Third case study: primary and metastatic human ovarian cancer metabolome
For the metabolomics analysis, we used as an example the work by Fong et al. , which described the metabolome of the human normal ovary and its transformation in primary epithelial ovarian cancer (EOC) and metastatic ovarian cancer (MOC). In the context of oncogenesis and the importance of a comprehensive metabolic analysis of solid tumors to reveal possible biomarkers for early diagnosis and monitoring of cancer progression and recurrence, IIS was used to build two comparative networks: one for the up- and down-regulated metabolites in EOC and the other one for the up- and down-regulated metabolites in MOC (described in Table S2 by Fong et al. ). First, we converted the metabolite names to HMDB IDs and uploaded a single two-column TXT file containing both the up- and down-regulated metabolites for each condition (EOC and MOC), as a list of HMDB IDs and respective fold change values, in the “Module 2: Search” tab inside each project (EOC and MOC). Then the retrieved metabolites were selected and added to the project, and used as queries to build the networks in the “Module 4: Interactome” tab, setting expression analysis parameters to consider fold change ≥1.2 as up-regulated and fold change ≤−1.2 as down-regulated metabolites, as described by Fong et al. . The network was visualized and manipulated using the Cytoscape software.
Figure 5 shows the interactomes of (A) EOC and (B) MOC built from the metabolome data. Our new analysis using IIS showed similar metabolic pathways as described before , and also other signaling and metabolic pathways enriched among the up- and down-regulated metabolites. We analyzed the data based on the KEGG database enrichment performed by IIS, which was able to retrieve 5 of each list of 15 enriched pathways for EOC and MOC identified by the Ingenuity Pathway Analysis (IPA): Aminoacyl-tRNA biosynthesis (KEGG enrichment p-value of 1.3e-26), Urea cycle and metabolism of amino groups (1.4e-21), Glycine, serine and threonine metabolism (1.1e-10), Methionine metabolism (2.5e-09), and Phenylalanine, tyrosine and tryptophan biosynthesis (1.4e-07) for EOC; and Alanine and aspartate metabolism (1.8e-16), Purine metabolism (8.3e-12), Arginine and proline metabolism (2.3e-11), Glutamate metabolism (2.0e-10), and Pyrimidine metabolism (1.2e-10) for MOC. Though, IIS also retrieved other 25 and 16 significant enriched pathways for EOC and MOC, respectively, including signaling and metabolic pathways (Figure 5). Notable among these are the Glycan structures degradation (1.3e-04 in EOC; 3.0e-09 in MOC) and Fatty acid metabolism (1.3e-11 in EOC; 2.1e-14 in MOC) pathways enriched in both EOC and MOC, which could explain the increase in fucose (2.75 fold in EOC; 1.81 fold in MOC) and carnitine (1.79 fold in EOC; 1.88 fold in MOC) levels. The enriched Pyruvate metabolism (5.6e-17) and Glycolysis/Gluconeogenesis (5.5e-32) pathways in EOC and MOC, respectively, could also explain the increase in lactate levels when compared to normal ovarian tissue (1.46 fold in EOC; 1.37 fold in MOC).

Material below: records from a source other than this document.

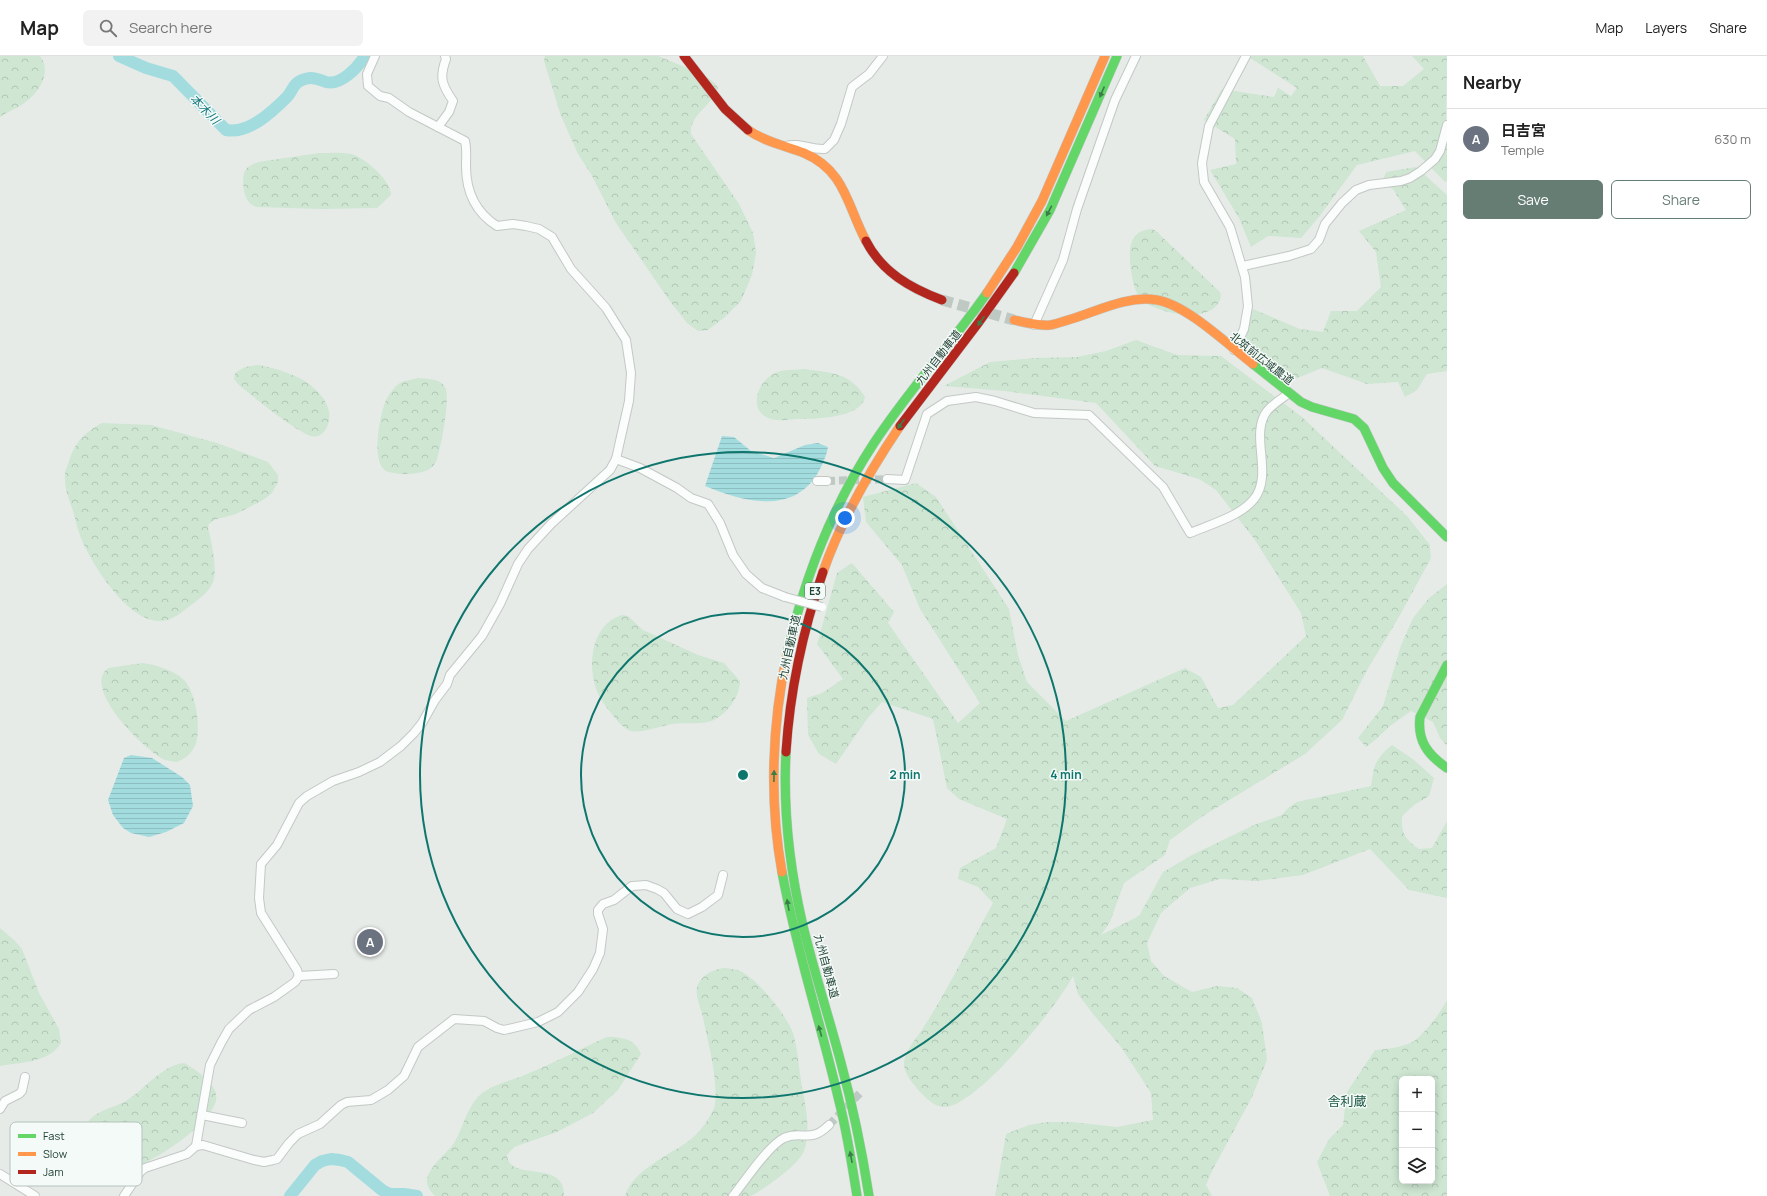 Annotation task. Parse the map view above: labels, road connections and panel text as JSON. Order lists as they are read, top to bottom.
{
  "streets": {
    "main road": ["九州自動車道", "北筑前広域農道", "E3"]
  },
  "districts": ["舎利蔵"],
  "water": ["本木川"],
  "legend": ["Fast", "Slow", "Jam"],
  "page": {
    "header": "Map",
    "search": "Search here",
    "nav": ["Map", "Layers", "Share"],
    "heading": "Nearby",
    "list": [
      {
        "mark": "A",
        "name": "日吉宮",
        "note": "Temple",
        "value": "630 m"
      }
    ],
    "buttons": ["Save", "Share"],
    "pins": "A",
    "map_buttons": ["+", "−"]
  },
  "rings": ["2 min", "4 min"]
}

The enriched KEGG pathways (p≤0.05) among the up-regulated metabolites (red squares), the down-regulated metabolites (green squares) and the background intermediary proteins (light blue circles for first neighbors and dark blue circles for second neighbors) from GPMGDID are depicted in the networks by clustering the proteins involved in each of the pathways with a circle layout. Enriched KEGG pathways specifically for each network (A) or (B) are depicted in purple and the ones in common are depicted in black. Clusters were assigned only to pathways containing more than three proteins (disease pathways or pathways specific for defined cell types were not considered), and metabolites were assigned only to metabolic pathway clusters containing interacting proteins with the best enrichment p-values. The nodes sizes of up- and down-regulated metabolites are depicted proportional to their fold change (FC≥1.2, p≤0.05, as described by Fong et al. ) and the nodes sizes of the background intermediary proteins are depicted proportional to their connectivity degree. The networks were built using second neighbors expansion, deletion of nodes with degree 0 and 1 and addition of different colors and sizes to proteins according to their fold change. The networks were visualized using Cytoscape v2.8.3 and the proteins were distributed according to selected enriched pathways (KEGG) from the “Top Enriched KEGG” node attribute field by using the group attributes layout.
In order to reduce complexity, Figure 5 shows the metabolites in only a few metabolic pathway clusters, since they are the ones containing interacting proteins with the best enrichment p-values, although the metabolites are also connected to the other clusters by interactions with different proteins, e.g. carnitine is connected to the Purine metabolism (7.9e-36) cluster in EOC by its interaction with Xanthine dehydrogenase/oxidase (XDH), and also connected to the Fatty acid metabolism (1.3e-11) cluster by its interaction with Carnitine palmitoyltransferase 1A (CPT1A) (Figure 5A, red edges). Clusters composed of at least one first neighbor interactor represent probably the most confident pathways, since they group direct interactors of metabolites. As in the proteomics approach, IIS metabolomics analysis connected to Cytoscape enabled the visualization of all resultant data integrated in the same network, making it easier to interpret the whole dataset and its relations, since they can bring together information concerning: the (i) distribution of the pathways among the identified metabolites, (ii) the number, identity and type of each metabolite (up- or down-regulated) in each process, (iii) the relative fold change levels of each metabolite and (iv) their interactions.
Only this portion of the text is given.